2021 Volume 61 Issue 4 Pages 1120-1126
In this study, the electrochemical hydrogen permeation technique was introduced to investigate the relationship between scratch shape and hydrogen permeation on of Zn coated steel with wet and dry cyclic corrosion. Six kinds of scratches with different aspect ratio (width/length) and area were fabricated by focused pulsed Nd: YAG laser irradiation. Hydrogen permeation currents with each scratches formed on Zn coated steels were investigated. Regardless of scratch shapes, the peaks were recorded in hydrogen permeation currents during wetting and Zn corrosion products were observed around and on the formed scratches. The total hydrogen permeation charges calculated from hydrogen permeation currents depended on aspect ratio and area of scratch. It is suggested that Zn corrosion products easily covered high aspect ratio scratch and prevented hydrogen entry. In detail change of hydrogen permeation currents during wet and dry corrosion tests was also explained based on coverage and composition of Zn corrosion products.
In recent years, the strength of steels has been increasing for the purpose of reducing the weight of structures. For example, the cable of Akashi-Kaikyo Bridge, the longest suspension bridge in the world, uses high-strength steel wires exceeding 1770 MPa. This was much higher than the tensile strength of 1550–1600 MPa at that time.1) It is well known that the high-strength steels have a high susceptibility to hydrogen embrittlement or delayed fracture.2,3,4) Hydrogen embrittlement and delayed fracture have become important issue recently.5,6,7,8,9,10,11,12,13,14) It is also pointed out that delayed fracture occurs due to the entry of hydrogen generated by the atmospheric corrosion.15)

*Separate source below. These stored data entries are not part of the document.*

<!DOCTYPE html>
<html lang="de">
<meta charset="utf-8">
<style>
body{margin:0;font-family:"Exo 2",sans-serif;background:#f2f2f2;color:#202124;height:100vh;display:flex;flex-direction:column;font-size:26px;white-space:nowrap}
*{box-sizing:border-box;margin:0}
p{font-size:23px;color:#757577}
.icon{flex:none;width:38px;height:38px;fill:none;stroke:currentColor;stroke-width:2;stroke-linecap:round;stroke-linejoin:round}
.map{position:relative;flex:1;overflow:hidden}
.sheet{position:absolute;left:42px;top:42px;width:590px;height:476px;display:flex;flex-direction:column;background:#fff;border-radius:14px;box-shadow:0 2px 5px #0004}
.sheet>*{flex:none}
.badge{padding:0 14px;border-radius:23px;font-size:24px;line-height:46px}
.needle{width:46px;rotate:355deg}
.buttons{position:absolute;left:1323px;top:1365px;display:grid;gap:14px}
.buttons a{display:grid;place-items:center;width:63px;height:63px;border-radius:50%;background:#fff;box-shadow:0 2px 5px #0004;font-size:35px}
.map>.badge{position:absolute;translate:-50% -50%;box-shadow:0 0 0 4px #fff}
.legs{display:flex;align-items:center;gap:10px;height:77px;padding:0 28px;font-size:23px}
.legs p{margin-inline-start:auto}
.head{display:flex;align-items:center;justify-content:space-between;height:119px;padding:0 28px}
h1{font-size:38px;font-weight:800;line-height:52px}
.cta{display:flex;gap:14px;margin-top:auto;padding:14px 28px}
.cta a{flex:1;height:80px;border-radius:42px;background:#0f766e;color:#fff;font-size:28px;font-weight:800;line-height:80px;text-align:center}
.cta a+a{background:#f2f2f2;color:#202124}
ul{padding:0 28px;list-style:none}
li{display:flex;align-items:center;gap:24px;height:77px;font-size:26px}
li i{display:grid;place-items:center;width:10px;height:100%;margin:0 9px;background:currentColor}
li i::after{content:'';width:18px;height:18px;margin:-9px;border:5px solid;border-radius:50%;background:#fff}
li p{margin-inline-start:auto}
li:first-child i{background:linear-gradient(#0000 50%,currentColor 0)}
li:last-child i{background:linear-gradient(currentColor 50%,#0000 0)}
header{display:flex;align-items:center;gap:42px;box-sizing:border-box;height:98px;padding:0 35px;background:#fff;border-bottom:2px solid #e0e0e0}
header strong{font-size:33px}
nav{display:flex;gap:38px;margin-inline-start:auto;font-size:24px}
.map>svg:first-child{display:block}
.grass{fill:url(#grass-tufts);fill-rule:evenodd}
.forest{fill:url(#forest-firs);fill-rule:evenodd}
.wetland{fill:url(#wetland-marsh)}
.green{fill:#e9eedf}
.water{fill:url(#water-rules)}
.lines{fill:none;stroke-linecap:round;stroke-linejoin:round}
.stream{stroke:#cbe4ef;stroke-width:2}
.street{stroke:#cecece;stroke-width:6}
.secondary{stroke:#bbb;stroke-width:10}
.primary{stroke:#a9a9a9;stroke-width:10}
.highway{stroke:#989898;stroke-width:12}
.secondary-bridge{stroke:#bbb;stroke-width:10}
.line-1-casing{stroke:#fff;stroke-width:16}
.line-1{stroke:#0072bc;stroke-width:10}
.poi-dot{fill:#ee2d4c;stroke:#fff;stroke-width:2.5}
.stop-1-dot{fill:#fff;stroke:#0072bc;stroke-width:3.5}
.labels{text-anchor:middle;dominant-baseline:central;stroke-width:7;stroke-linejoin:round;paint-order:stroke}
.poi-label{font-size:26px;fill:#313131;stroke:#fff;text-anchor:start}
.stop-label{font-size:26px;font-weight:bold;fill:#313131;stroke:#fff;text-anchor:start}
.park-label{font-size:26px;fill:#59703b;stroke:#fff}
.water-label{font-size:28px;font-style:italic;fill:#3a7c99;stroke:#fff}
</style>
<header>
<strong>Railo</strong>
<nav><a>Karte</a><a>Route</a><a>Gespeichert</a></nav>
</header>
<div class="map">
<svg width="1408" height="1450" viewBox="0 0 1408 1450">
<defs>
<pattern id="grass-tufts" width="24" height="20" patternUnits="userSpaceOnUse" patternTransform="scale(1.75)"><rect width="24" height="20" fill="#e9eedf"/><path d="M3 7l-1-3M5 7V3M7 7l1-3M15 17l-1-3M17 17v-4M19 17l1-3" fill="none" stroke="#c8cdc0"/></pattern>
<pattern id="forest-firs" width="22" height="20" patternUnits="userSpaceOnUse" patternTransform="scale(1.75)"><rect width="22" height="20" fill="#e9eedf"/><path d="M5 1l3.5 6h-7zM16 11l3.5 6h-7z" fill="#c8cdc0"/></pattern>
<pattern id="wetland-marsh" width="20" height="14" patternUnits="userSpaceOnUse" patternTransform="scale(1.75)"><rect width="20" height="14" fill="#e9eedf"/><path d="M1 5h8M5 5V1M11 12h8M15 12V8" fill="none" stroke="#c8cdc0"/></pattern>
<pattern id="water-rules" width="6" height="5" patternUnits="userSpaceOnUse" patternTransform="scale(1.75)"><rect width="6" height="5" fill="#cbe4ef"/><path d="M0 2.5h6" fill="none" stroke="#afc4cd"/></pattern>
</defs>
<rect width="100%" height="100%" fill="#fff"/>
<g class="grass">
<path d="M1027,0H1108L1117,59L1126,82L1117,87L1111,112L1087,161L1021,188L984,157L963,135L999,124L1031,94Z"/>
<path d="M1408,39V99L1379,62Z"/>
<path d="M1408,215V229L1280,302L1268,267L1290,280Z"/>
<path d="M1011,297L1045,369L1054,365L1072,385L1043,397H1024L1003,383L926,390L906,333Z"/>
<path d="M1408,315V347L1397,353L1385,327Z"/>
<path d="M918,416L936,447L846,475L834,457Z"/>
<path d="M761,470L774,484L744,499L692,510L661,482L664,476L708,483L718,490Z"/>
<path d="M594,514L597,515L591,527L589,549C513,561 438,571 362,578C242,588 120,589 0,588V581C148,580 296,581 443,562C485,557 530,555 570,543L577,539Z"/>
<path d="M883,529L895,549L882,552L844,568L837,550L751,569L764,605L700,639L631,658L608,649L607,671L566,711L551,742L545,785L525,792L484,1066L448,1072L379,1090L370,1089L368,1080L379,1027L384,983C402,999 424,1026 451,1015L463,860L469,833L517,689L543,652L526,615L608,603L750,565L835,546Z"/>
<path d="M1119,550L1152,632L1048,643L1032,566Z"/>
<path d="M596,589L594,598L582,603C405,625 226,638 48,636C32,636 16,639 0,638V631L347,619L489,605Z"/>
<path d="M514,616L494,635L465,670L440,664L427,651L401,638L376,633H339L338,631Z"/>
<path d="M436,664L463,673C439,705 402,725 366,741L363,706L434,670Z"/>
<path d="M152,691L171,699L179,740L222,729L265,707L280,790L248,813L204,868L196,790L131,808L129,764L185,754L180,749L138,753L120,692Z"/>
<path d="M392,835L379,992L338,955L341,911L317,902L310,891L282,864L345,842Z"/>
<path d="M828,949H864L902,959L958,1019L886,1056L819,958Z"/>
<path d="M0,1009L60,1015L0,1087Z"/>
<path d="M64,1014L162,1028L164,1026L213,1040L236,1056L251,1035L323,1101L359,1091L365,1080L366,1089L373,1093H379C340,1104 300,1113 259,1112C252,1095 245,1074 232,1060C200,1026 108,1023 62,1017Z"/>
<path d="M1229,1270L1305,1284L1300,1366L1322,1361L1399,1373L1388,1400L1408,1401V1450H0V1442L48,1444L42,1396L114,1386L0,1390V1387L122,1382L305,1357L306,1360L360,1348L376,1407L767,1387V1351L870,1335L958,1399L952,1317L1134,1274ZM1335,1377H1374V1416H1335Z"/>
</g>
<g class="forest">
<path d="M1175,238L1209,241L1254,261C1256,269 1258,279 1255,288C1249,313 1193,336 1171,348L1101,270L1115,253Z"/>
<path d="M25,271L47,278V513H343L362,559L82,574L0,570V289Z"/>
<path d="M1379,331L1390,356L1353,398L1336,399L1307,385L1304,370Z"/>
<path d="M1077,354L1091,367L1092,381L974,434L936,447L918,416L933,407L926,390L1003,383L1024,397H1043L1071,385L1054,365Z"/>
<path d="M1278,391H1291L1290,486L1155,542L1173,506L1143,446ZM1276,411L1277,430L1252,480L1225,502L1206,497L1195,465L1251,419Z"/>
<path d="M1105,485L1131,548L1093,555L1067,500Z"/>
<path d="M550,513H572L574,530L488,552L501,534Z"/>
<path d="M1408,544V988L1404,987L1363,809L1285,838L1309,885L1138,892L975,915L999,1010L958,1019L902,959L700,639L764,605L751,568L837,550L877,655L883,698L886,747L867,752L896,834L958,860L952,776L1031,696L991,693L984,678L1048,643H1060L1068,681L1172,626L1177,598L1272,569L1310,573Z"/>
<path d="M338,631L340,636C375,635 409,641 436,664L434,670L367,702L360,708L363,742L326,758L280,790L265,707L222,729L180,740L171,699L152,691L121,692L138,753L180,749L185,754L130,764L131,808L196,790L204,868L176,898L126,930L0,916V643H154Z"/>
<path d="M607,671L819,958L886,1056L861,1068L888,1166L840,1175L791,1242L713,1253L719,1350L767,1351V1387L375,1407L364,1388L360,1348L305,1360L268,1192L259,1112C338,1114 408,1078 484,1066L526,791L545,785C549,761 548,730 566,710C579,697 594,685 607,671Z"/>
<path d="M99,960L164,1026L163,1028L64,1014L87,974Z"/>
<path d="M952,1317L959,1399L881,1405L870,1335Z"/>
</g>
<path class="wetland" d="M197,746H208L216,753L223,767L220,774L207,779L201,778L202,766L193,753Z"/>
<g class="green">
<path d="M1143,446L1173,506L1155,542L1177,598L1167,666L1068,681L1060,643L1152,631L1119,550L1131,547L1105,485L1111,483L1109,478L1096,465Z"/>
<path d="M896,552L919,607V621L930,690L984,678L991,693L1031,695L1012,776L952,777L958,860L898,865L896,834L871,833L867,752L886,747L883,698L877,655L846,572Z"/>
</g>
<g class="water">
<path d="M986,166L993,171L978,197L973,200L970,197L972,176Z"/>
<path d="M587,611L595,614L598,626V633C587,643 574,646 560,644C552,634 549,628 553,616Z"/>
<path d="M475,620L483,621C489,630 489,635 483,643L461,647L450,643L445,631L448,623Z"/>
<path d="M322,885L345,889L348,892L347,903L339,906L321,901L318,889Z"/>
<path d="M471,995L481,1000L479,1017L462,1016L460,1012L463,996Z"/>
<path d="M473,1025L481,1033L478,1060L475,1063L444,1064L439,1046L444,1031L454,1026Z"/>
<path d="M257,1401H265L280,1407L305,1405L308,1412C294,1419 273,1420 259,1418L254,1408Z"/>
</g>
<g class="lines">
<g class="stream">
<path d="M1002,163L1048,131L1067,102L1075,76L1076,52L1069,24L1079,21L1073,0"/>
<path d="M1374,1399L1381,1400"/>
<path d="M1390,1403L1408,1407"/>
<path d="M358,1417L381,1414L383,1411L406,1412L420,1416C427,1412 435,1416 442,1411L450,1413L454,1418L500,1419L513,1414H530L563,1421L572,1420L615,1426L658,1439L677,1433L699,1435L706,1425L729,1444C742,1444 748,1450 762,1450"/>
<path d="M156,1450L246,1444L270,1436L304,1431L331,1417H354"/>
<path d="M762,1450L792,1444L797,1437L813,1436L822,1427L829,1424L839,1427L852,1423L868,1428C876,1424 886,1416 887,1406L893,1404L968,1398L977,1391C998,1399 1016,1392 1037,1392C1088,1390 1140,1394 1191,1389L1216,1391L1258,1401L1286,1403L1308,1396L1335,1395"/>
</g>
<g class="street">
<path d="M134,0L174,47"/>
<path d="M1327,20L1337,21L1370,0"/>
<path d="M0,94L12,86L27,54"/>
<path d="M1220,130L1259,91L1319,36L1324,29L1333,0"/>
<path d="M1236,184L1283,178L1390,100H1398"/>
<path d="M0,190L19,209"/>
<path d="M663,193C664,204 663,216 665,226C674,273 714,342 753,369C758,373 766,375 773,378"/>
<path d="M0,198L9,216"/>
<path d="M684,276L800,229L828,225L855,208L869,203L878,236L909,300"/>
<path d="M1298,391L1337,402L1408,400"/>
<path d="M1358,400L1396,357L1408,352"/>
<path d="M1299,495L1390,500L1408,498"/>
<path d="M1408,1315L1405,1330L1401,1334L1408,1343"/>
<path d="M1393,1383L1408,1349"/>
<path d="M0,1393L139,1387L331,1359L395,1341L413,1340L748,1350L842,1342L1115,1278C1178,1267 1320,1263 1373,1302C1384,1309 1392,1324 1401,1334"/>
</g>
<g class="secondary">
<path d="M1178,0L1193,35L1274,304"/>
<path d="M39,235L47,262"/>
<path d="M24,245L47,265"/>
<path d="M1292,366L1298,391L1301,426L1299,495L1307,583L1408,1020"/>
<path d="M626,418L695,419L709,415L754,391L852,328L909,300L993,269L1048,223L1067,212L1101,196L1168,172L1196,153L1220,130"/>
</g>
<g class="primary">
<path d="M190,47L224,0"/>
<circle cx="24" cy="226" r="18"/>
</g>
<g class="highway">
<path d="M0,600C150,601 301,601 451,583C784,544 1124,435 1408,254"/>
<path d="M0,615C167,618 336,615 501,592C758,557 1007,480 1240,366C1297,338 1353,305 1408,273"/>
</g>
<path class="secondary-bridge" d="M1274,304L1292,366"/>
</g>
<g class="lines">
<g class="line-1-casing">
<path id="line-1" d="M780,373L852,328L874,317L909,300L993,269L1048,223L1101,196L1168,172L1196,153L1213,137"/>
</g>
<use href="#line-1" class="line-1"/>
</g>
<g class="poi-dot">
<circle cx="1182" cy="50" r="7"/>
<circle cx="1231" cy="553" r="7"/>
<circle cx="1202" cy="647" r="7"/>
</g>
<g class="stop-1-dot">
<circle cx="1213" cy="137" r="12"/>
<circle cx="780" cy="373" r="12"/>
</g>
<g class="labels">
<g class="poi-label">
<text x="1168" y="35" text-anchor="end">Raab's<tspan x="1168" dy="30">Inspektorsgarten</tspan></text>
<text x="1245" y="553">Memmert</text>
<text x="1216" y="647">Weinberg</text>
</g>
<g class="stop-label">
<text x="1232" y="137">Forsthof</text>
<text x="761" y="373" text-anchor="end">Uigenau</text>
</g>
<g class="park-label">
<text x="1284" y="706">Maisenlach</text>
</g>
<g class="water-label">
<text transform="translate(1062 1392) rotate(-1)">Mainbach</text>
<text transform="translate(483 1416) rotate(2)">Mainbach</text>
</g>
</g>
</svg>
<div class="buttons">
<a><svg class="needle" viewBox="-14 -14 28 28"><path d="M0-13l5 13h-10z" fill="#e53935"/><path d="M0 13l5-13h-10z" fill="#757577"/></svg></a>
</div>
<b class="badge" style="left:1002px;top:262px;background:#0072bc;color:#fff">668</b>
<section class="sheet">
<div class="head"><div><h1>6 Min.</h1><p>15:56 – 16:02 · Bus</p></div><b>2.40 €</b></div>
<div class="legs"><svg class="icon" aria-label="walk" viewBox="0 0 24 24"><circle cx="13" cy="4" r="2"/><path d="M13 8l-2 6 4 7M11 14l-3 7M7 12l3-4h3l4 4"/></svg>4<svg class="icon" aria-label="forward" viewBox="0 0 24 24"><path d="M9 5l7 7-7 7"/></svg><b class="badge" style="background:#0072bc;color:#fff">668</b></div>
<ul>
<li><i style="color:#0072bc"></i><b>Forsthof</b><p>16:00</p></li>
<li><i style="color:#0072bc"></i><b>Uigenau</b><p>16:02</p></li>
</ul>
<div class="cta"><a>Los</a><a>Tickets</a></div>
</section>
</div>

In the practical use of steels including high strength steels, atmospheric corrosion plays an important role in the hydrogen generation. Therefore, Zn coating is widely used to reduce the corrosion rate of the steels. Zn is known to have excellent corrosion resistance in the atmosphere, and the corrosion rate is about 1/10 to 1/100 lower than that of steel.16) However, if a scratch is formed on the Zn coating, more serious corrosion occurs and the amount of hydrogen entry increases.17,18) Figure 1 shows a schematic representative of Zn sacrificial protection to steel and hydrogen formation and entry. Zn dissolves near the scratch (Zn → Zn2+ + 2e−) and hydrogen generation reaction (H2O + e− → Had + OH−) increases at exposed steel area. The Zn sacrificial protection to steel increase hydrogen entry (Had → Hab). This also increases the risk of formation of cracks by hydrogen embrittlement.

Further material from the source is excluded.